=== What is needed ===
Look through the material beneath and copy each line with the word "setLineDash".

*** Data for this task ***

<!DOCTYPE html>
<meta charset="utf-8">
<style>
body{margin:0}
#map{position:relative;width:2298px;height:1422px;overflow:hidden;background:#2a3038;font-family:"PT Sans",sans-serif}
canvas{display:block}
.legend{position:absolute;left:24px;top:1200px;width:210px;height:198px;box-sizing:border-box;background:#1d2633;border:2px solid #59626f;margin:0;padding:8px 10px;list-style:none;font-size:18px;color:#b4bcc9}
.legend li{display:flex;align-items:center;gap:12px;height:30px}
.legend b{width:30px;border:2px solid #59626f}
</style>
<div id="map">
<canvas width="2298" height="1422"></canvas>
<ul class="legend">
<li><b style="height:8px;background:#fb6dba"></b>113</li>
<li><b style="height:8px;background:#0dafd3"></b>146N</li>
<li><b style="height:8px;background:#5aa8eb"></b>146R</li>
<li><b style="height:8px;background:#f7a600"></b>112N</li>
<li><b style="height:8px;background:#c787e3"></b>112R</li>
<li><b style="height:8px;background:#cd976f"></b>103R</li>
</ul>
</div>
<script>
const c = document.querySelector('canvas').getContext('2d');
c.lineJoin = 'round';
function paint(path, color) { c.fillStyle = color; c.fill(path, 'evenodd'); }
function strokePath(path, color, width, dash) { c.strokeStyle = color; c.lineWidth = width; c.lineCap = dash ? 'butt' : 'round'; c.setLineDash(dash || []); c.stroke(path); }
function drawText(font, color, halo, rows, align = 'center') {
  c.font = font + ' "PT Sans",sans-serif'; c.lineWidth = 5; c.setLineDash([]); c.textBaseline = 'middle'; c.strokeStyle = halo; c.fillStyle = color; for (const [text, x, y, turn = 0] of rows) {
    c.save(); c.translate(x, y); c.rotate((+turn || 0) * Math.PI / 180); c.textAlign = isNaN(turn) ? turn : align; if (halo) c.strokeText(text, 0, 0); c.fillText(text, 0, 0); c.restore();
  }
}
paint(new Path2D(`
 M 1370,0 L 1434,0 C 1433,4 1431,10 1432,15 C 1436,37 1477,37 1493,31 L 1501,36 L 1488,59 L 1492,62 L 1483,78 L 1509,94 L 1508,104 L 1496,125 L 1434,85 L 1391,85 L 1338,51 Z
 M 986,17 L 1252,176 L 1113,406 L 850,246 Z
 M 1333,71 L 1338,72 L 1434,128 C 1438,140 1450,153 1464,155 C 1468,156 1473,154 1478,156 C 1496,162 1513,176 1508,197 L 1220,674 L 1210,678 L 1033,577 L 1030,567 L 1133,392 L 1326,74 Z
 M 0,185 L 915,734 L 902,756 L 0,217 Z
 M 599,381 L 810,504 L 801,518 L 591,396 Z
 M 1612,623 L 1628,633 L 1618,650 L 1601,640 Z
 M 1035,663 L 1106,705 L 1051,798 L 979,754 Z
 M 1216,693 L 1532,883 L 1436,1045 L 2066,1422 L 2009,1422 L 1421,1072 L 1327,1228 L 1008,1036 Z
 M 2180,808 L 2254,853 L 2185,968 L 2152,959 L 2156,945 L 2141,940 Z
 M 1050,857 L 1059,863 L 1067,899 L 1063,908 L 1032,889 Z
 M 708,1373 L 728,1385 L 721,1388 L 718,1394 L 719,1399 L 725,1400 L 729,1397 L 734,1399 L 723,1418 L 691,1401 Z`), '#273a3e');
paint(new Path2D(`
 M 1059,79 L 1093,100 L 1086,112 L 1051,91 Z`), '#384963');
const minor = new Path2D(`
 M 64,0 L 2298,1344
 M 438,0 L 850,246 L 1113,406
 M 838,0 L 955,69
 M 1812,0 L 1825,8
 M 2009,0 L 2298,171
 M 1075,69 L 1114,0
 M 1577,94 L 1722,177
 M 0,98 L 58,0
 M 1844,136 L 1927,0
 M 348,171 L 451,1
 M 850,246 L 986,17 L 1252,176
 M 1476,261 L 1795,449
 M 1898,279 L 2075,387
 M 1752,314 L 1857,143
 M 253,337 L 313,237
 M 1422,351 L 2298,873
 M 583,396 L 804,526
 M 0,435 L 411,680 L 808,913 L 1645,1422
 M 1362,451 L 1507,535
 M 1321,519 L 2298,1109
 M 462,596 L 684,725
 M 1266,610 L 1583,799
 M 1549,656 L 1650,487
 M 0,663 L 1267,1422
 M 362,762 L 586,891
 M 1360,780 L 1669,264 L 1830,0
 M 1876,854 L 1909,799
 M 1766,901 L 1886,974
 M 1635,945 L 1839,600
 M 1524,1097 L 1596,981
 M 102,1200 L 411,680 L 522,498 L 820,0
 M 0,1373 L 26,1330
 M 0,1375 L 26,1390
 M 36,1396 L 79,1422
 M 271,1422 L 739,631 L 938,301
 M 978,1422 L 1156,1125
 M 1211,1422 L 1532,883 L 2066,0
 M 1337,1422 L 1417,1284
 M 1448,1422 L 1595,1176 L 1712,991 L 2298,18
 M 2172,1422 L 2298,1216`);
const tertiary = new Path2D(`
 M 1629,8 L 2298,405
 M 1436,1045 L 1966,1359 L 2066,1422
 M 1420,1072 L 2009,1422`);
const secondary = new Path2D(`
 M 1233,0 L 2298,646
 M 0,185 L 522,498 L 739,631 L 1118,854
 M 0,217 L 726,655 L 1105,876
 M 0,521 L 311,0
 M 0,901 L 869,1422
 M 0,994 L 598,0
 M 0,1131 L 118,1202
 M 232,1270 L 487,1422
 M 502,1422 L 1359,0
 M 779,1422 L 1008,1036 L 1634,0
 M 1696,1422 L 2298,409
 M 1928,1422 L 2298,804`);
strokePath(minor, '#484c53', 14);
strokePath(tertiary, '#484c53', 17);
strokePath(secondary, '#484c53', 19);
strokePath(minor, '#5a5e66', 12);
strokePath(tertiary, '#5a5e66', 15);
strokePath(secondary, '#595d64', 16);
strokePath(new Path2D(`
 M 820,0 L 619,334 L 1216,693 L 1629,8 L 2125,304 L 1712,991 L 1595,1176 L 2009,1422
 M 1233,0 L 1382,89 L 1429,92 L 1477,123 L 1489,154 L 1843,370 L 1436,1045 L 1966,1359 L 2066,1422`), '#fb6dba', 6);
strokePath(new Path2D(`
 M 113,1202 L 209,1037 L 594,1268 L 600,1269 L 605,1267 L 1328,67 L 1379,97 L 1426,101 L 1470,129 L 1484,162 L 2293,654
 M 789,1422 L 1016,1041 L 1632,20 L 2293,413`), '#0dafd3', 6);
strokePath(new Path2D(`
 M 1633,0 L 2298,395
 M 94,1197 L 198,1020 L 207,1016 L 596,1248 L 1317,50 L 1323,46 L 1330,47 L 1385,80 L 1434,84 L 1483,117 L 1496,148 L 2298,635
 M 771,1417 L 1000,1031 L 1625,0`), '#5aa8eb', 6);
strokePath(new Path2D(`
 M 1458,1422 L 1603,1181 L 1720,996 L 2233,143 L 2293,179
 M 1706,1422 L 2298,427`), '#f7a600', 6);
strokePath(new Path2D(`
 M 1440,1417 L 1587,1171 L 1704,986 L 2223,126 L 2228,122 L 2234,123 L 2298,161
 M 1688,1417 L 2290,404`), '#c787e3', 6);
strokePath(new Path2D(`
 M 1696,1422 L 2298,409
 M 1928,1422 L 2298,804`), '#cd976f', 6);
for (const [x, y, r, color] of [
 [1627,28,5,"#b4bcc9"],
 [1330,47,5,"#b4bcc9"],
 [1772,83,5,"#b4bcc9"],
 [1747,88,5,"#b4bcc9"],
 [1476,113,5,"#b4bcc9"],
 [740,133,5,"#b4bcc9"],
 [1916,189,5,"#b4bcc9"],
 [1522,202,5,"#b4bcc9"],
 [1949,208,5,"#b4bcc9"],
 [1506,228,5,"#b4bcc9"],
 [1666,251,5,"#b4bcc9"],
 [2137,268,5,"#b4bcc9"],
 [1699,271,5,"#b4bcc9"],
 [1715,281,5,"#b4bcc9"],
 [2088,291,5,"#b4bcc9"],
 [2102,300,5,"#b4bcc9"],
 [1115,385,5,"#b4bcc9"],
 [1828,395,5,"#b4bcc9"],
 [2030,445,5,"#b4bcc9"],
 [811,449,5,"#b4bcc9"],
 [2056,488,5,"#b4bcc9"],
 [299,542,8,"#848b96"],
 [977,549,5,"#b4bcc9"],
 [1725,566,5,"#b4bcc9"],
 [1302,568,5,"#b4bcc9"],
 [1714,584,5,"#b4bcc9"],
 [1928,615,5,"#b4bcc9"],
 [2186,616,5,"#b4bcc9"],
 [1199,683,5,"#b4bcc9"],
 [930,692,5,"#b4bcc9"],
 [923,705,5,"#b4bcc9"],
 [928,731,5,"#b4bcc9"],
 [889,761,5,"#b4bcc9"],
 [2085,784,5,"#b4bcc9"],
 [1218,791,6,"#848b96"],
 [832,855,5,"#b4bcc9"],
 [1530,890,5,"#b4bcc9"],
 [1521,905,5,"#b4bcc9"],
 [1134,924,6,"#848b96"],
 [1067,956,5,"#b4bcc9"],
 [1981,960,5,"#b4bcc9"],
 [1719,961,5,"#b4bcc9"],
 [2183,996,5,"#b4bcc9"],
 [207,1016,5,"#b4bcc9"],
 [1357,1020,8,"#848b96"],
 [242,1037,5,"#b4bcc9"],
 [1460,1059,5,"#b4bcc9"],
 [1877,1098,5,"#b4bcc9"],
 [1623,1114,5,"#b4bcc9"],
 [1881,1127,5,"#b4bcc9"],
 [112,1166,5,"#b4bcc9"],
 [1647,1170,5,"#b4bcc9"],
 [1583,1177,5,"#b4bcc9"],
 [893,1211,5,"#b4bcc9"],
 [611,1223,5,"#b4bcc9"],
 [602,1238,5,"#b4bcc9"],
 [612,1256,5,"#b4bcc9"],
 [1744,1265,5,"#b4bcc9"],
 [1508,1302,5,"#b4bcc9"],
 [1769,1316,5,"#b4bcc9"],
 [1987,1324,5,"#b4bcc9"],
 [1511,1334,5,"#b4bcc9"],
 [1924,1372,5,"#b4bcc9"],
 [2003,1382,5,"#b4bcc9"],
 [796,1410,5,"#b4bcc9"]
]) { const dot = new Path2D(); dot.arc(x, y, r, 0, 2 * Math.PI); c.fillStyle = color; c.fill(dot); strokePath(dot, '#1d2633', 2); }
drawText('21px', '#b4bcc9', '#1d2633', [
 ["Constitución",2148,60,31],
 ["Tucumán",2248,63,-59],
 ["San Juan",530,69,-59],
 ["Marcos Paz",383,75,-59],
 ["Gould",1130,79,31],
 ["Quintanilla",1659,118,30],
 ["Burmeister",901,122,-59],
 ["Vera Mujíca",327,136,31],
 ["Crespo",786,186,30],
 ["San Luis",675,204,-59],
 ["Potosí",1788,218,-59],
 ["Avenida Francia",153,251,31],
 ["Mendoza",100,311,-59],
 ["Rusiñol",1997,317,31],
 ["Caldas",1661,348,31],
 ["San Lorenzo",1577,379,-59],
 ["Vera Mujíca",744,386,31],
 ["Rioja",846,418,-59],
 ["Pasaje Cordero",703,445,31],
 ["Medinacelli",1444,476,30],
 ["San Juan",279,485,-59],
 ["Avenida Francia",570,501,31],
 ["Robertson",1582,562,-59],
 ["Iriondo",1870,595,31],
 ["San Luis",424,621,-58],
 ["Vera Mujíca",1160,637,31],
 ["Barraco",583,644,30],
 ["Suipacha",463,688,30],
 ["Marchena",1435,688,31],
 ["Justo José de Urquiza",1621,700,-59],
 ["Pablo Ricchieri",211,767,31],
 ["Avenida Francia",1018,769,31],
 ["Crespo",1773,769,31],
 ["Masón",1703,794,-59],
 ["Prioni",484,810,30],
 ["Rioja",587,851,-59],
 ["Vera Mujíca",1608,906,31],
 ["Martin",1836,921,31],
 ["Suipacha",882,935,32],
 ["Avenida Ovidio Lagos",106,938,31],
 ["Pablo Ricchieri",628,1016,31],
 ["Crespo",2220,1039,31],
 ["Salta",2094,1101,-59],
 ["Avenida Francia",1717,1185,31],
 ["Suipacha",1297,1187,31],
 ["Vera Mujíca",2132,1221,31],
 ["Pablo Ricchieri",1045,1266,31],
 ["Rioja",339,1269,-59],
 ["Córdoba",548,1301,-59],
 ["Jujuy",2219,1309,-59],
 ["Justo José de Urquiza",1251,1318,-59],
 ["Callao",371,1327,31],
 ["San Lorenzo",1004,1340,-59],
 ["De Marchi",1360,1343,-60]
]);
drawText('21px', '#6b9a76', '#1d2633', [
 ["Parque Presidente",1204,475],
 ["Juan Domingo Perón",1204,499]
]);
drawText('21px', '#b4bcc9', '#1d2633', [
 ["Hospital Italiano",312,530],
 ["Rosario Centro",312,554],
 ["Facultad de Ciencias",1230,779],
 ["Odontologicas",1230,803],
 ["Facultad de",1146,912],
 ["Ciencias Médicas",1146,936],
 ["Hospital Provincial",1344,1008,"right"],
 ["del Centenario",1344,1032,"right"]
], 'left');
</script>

***

=== Task result ===
function strokePath(path, color, width, dash) { c.strokeStyle = color; c.lineWidth = width; c.lineCap = dash ? 'butt' : 'round'; c.setLineDash(dash || []); c.stroke(path); }
  c.font = font + ' "PT Sans",sans-serif'; c.lineWidth = 5; c.setLineDash([]); c.textBaseline = 'middle'; c.strokeStyle = halo; c.fillStyle = color; for (const [text, x, y, turn = 0] of rows) {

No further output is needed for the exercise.